The co-convenors are delighted to issue a call for papers for the forthcoming conference at the University of Salford in September on any topic exploring the relation of theatre, dance or performance to philosophy. The working group’s mission is to encourage interdisciplinary debates addressing any aspect of philosophical research into the area of theatre and performance – deriving either from a continental perspective, or coming from within the analytical tradition.

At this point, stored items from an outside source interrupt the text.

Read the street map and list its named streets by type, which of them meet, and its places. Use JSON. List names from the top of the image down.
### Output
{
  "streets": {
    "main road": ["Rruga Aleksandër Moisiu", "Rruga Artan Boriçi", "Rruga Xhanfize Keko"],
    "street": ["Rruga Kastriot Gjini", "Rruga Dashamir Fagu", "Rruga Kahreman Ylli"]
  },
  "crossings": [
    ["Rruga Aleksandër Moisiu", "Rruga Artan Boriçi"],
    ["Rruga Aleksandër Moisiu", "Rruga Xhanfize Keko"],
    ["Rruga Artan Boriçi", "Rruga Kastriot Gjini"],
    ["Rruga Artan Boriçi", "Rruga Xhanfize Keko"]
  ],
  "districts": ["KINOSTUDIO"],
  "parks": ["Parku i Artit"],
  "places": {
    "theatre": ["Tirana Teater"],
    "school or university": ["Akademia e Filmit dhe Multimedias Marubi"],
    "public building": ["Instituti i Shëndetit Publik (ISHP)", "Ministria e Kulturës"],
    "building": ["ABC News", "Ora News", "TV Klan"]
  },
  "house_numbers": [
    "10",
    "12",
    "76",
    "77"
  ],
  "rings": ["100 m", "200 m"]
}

This year, we welcome in particular papers or panels around notions such as populism and mobilisation. For example, contributions could be conceived as updates and responses to Badiou, Bourdieu, Butler, Didi-Huberman, Khiari, and Rancière’s book What is a People? (2016, first published 2013) from the perspective of theatre and performance: Who are the people? How can this notion (if it is a notion) be represented? Shall we go beyond clichés or sarcasms (here one might think of Gob Squad’s Revolution Now)? Can we imagine the people anew? How do we understand questions of mobility, movement and mobilisation in the wake of a new surge of popular protests in the US and around the world, following uprisings and repression in the contexts, among others, of Occupy and the Arab Spring? Do questions of theatricality, resistance and the performance of protest take on new dramaturgies or choreographies today, as we enter full throttle into an era of governmental discourse hinging on denunciations and exploitations of the false, the fabricated and the ‘fake’? How might we understand questions of travel and translation, hospitality, humanity and even ‘universality’ when borders between Europe and the UK, Mexico and the USA, among so many others, are ever more subject to controls, and individuals ever more fearful of detention and deportation? What cultures of generosity and care, complicity and sorority might we imagine in the face of this systematization of violence, waged in the name of the ‘people’? Ahead of the fiftieth anniversary of the student protests of May ’68, we further ask, what legacy do these protests represent, and what role do universities play in the new cultures of resistance today?
Contributions might be in the form of ten-minute provocations, twenty-minute papers or twenty-minute performance-papers.
Please email all abstracts (no more than 300 words in length), an additional few sentences of biographical information and precise details of the audio-visual technology you will need to make your presentation to to Kélina Gotman – firstname.lastname@example.org and Fred Dalmasso – F.T.J.Dalmasso@lboro.ac.uk. The deadline for the submission of proposals is Thursday 13 April 2017.
Please note: only one proposal may be submitted for the TaPRA 2017 Conference. It is not permitted to submit multiple proposals or submit the same proposal to several Calls for Papers. All presenters must be TaPRA members, i.e. registered for the conference; this includes presentations given by Skype or other media broadcast even where the presenter may not physically attend the conference venue.